1512StatehoodIn the past two years, Kazakhstan has joined the World Trade Organization, obtained a seat at the Asia-Europe Meeting, signed an Enhanced Partnership and Cooperation Agreement with the European Union, announced it would host the EXPO-2017 in Astana, and launched a bid for a rotating seat at the United Nations Security Council. This extraordinary high frequency of international engagements is remarkable, but it represents a difference in degree and not nature in Kazakhstan’s diplomatic history. Indeed, since the fall of the Soviet Union Kazakhstan has developed a record of being the most proactive and innovative former Soviet republic in the sphere of international cooperation.
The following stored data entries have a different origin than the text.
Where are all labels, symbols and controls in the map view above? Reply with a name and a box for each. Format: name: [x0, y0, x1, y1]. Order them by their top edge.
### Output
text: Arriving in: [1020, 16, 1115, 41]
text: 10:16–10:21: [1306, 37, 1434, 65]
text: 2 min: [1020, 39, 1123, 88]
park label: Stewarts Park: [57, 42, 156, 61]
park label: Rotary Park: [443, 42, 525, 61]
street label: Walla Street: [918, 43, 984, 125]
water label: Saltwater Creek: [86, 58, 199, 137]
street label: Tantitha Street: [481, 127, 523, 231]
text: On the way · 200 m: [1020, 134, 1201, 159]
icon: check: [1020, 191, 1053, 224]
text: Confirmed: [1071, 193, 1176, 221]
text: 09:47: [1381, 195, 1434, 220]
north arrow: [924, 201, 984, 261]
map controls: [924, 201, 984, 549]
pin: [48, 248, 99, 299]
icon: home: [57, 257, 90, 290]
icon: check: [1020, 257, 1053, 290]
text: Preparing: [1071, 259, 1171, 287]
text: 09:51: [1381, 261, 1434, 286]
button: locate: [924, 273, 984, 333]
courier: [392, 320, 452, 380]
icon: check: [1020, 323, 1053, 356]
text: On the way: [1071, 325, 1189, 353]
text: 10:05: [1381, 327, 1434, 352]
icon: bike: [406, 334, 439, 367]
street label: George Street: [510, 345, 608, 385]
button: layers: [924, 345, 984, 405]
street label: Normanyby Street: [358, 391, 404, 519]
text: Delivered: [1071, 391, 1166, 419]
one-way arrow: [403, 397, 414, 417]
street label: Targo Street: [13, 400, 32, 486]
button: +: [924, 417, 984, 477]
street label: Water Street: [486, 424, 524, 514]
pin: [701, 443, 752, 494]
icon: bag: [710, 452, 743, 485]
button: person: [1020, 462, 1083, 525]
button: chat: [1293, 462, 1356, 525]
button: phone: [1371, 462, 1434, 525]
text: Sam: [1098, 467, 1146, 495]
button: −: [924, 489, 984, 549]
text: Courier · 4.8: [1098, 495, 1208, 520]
Kazakhstan’s international engagement can be understood as forming three categories. A first category are unilateral Kazakh initiatives. A second relates to Kazakhstan’s leading role in promoting regional, Eurasian integration. A third is Kazakhstan’s efforts to integrate with western-led international organizations.
Kazakhstan’s unilateral initiatives began, logically, in the field of nuclear non-proliferation. Left with a considerable nuclear arsenal in 1991, its decision to forgo the status of nuclear power helped Kazakhstan obtain a platform on the international scene. Since then, Kazakhstan’s efforts to play a prominent role in the field of peaceful nuclear technology led to the decision in 2015 to build and host the world’s first international low-enriched (LEU) bank in Kazakhstan under the auspices of the IAEA. Also in the early days of independence, Kazakhstan launched the idea of a Conference on Interaction and Confidence Building Measures in Asia (CICA) – a format that has grown to include 26 member countries. Kazakhstan has also been a driving force in civilizational dialogue through convening a Congress of World Religions, and in boosting the cooperation among Turkic-language countries.
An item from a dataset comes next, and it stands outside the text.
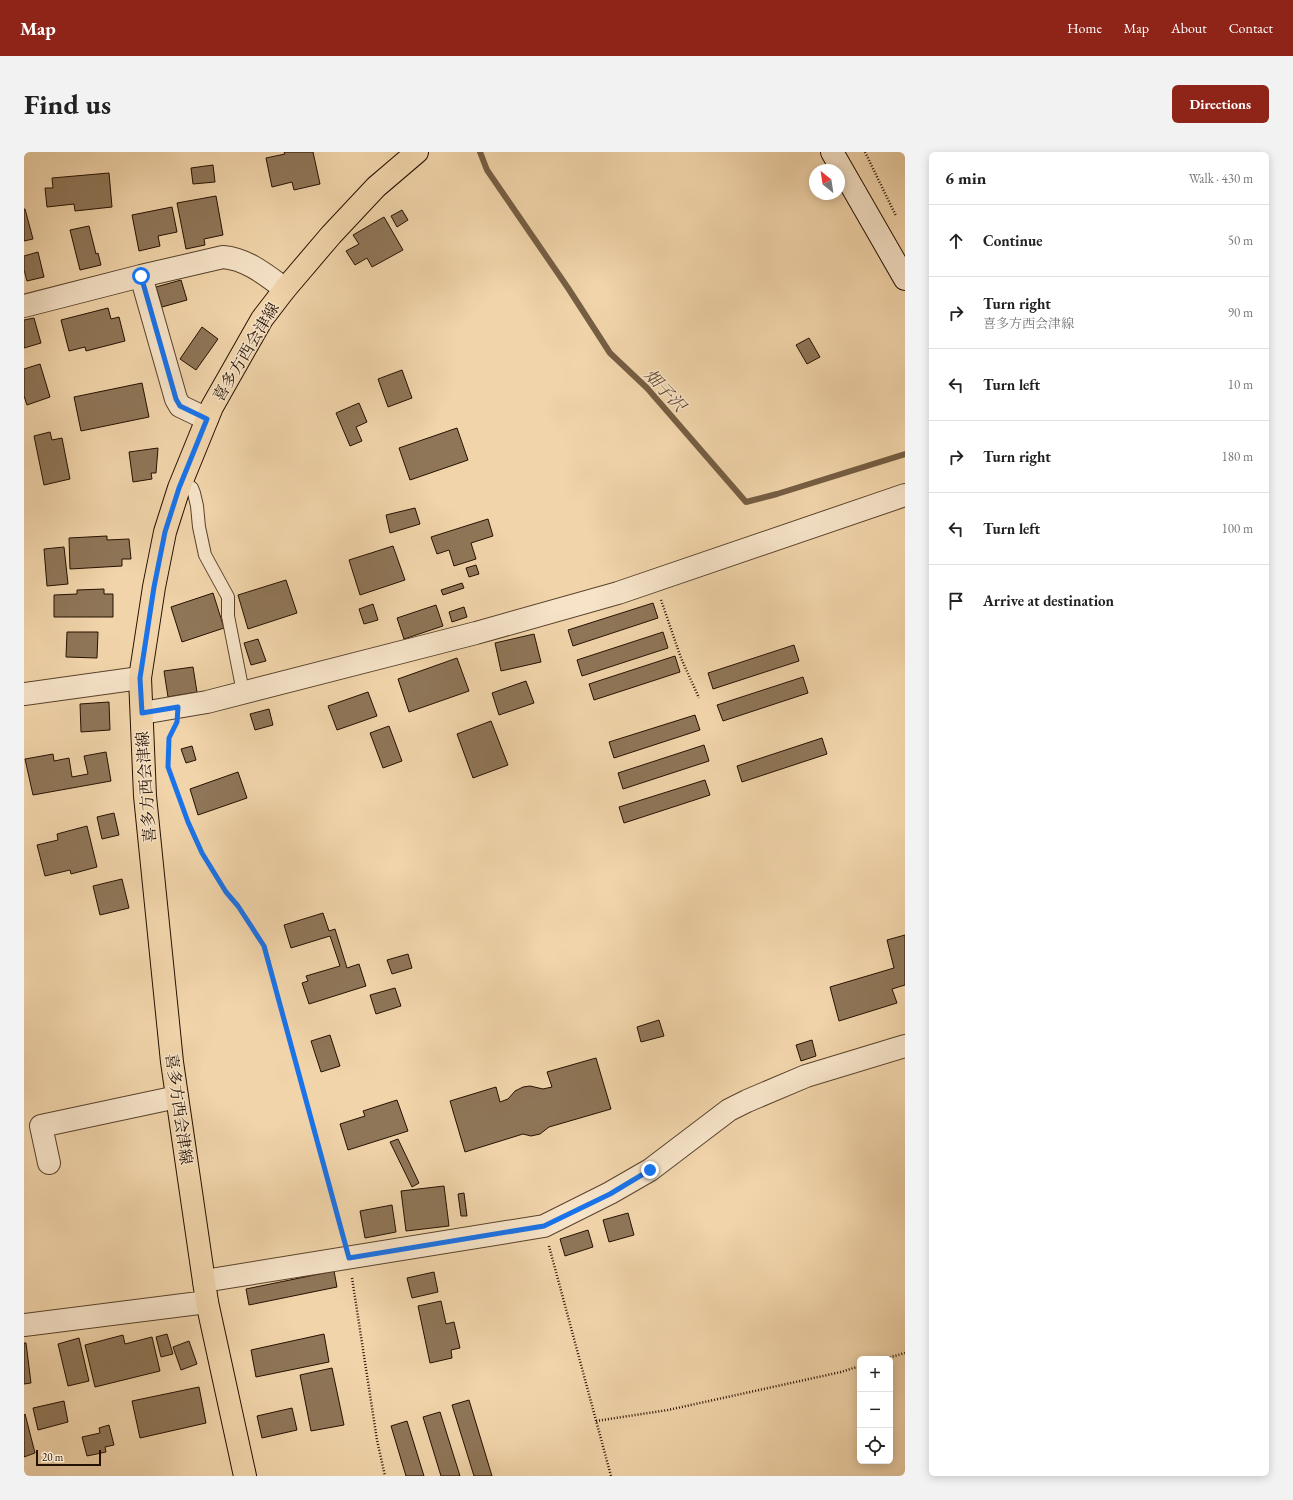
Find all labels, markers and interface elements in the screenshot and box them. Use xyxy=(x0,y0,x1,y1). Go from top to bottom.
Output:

In the former Soviet space, Astana has been a leading promoter of Eurasian integration. The perhaps most well-known example is the fact that the concept of a Eurasian Economic Union is actually originally an idea emanating from Kazakhstan rather than Russia. It dates back to the conviction of Kazakhstan’s top leadership, during the dissolution of the former Soviet Union, that the positive aspects of Eurasian integration needed to be preserved. But Kazakhstan’s efforts originally focused equally, if not more, on Central Asian cooperation and integration. Astana was the driving force behind the Central Asian Cooperation Forum in 1998, and subsequently the Central Asian Cooperation Organization created in 2002. However, due in part to lukewarm support in the region and in much greater degree to Russian ambitions to dominate all forms of Eurasian integration, CACO was subsumed under the Russia-led Euro-Asian Economic Community in 2005. While Astana has continued to support Central Asian integration, it also participated in the efforts to build a Eurasian Customs Union in 2010, later morphed into the Eurasian Economic Union.
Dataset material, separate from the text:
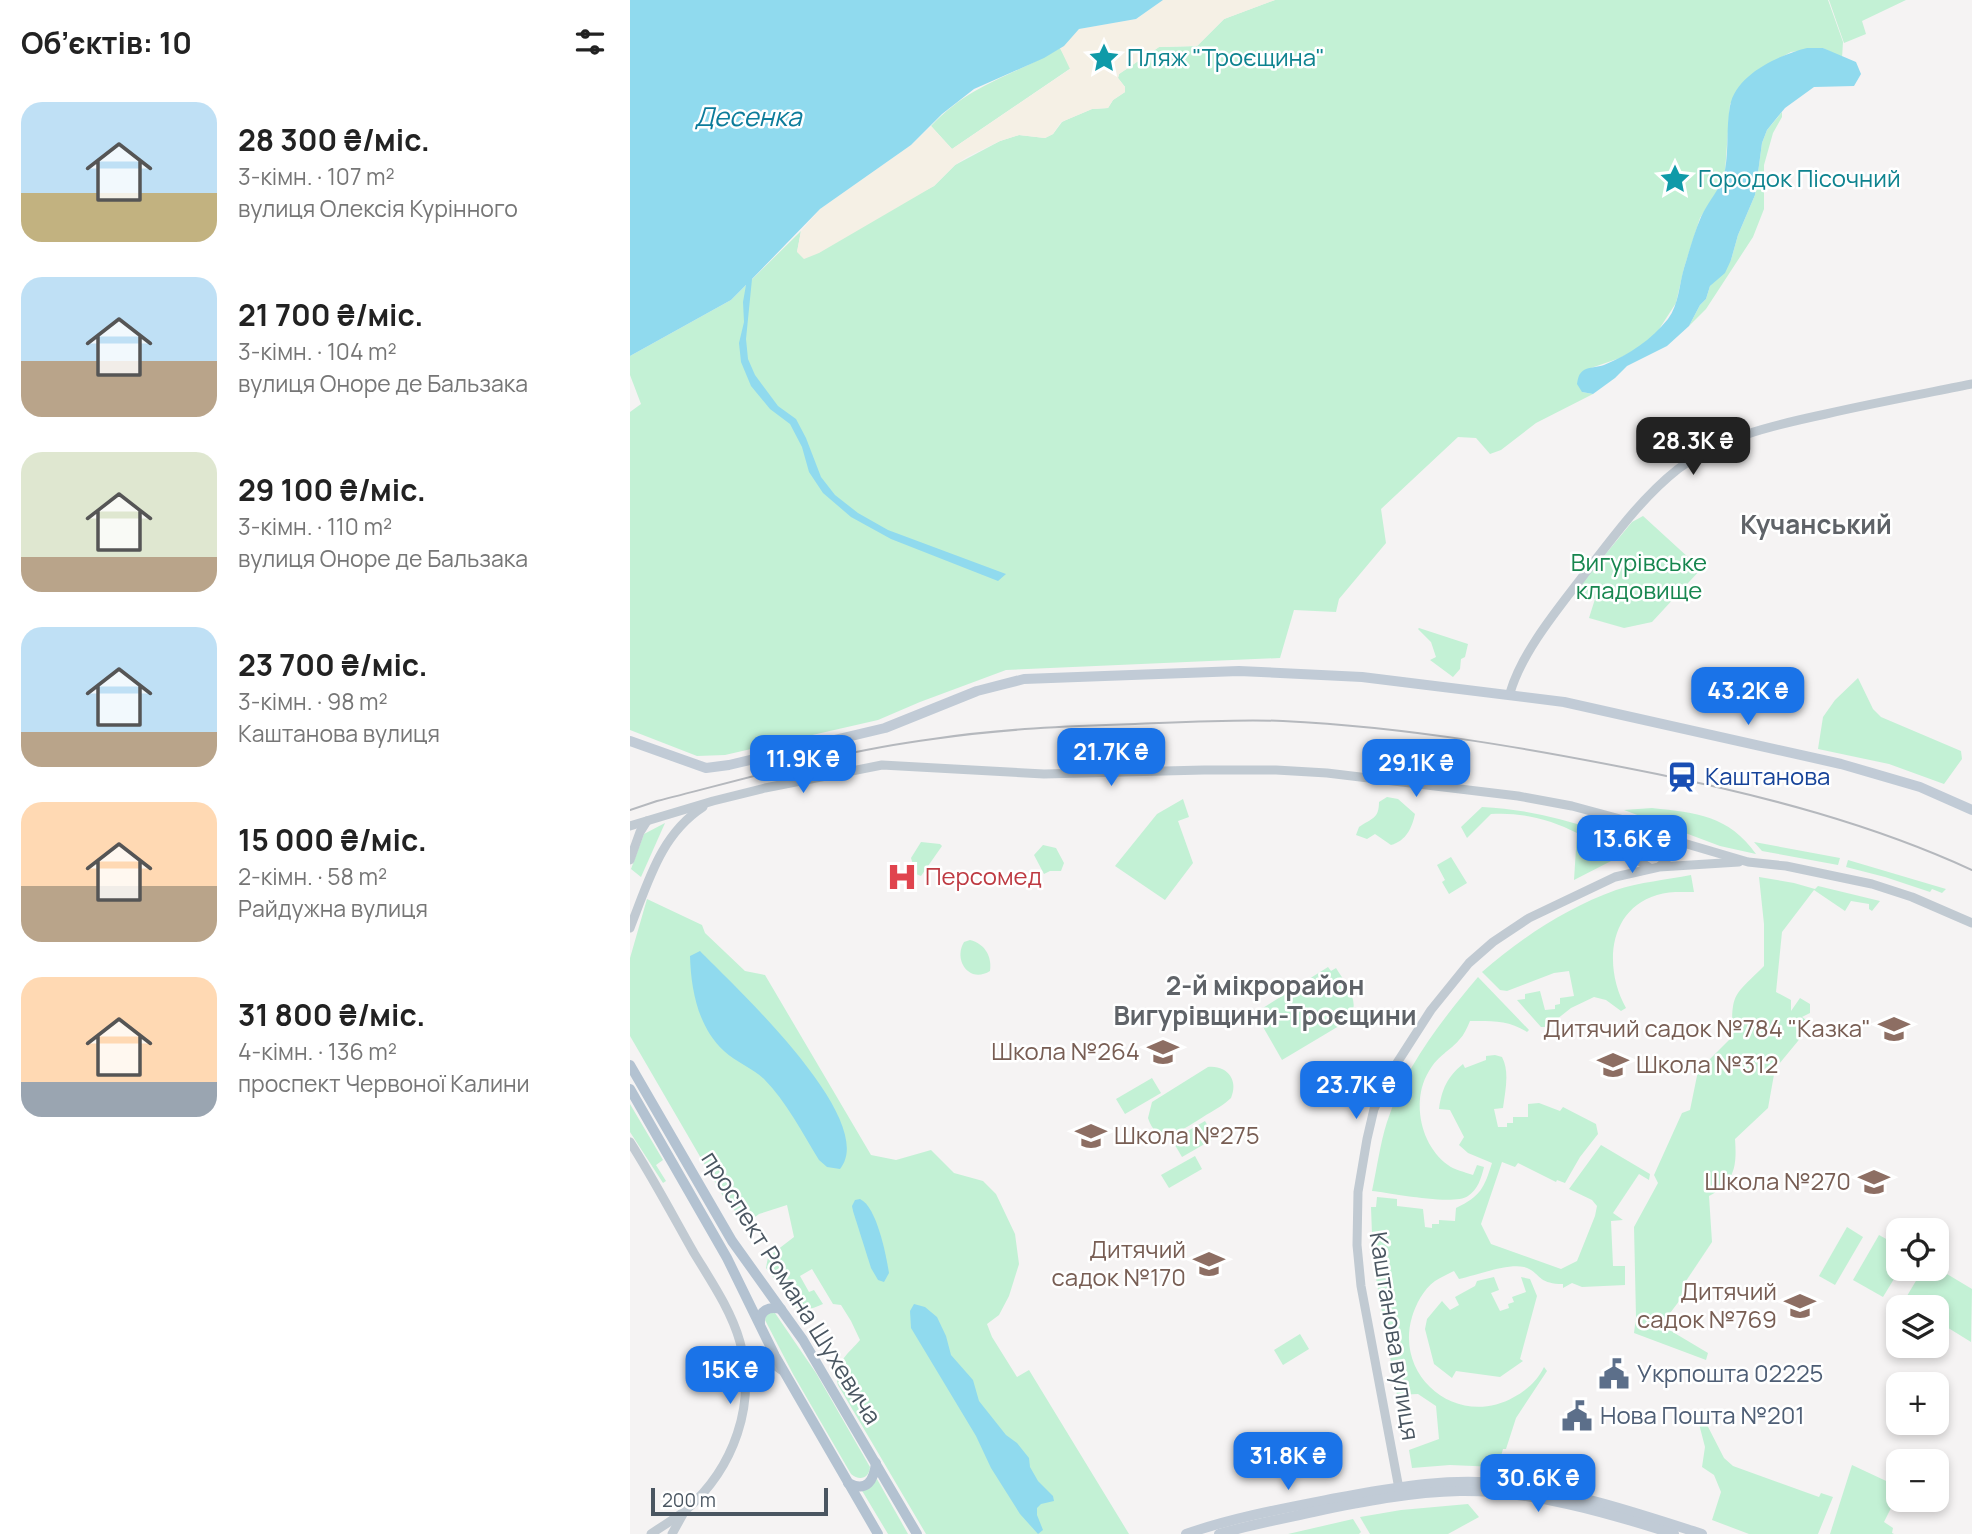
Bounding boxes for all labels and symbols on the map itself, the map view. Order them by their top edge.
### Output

Kazakhstan’s approach to Eurasian integration has underlined the economic nature of these institutions, and rejected any ambition to turn them into a political union. Kazakhstan’s approach seems to rest on the twin assumptions that economics and politics can be strictly divided, and that a union in which one member has overwhelming economic and political power can really be an association of equals. Developments during the past several years has given reason to doubt the feasibility of these assumptions. Indeed, Kazakhstan’s leadership has emphasized that Kazakhstan has the right to leave any organization that turns into a political union potentially infringing upon its national sovereignty. While firmly embedded in Russian-led structures, including the Collective Security Treaty Organization, Kazakhstan has also invested in the emergence of the Shanghai Cooperation Organization, China’s primary vehicle for influence in the region.
On the international arena, Kazakhstan has accorded considerable energy to its interactions with the OSCE, EU and NATO. Most notably, and in spite of controversy surrounding its domestic situation, Kazakhstan was elected to chair the OSCE in 2010, a task in which it succeeded in hosting a summit of the organization for the first time in 11 years. The country’s relations with NATO are restrained by its membership in the CSTO; yet Kazakhstan is the only country in Central Asia to have advanced its cooperation with NATO to the level of developing an Individual Partnership Action Plan (IPAP) under the PfP, and has sought to make its peacekeeping brigade, Kazbrig, fully consistent with NATO by reaching NATO Evaluation Level 2. With the EU, Kazakhstan in 2015 became the first Central Asian country to conclude an Enhanced Cooperation Agreement with the EU – an arrangement looser than the Association Agreements the EU has offered Ukraine, Moldova and Georgia within the framework of the Eastern Partnership, but more ambitious than the existing agreement between the EU and Russia.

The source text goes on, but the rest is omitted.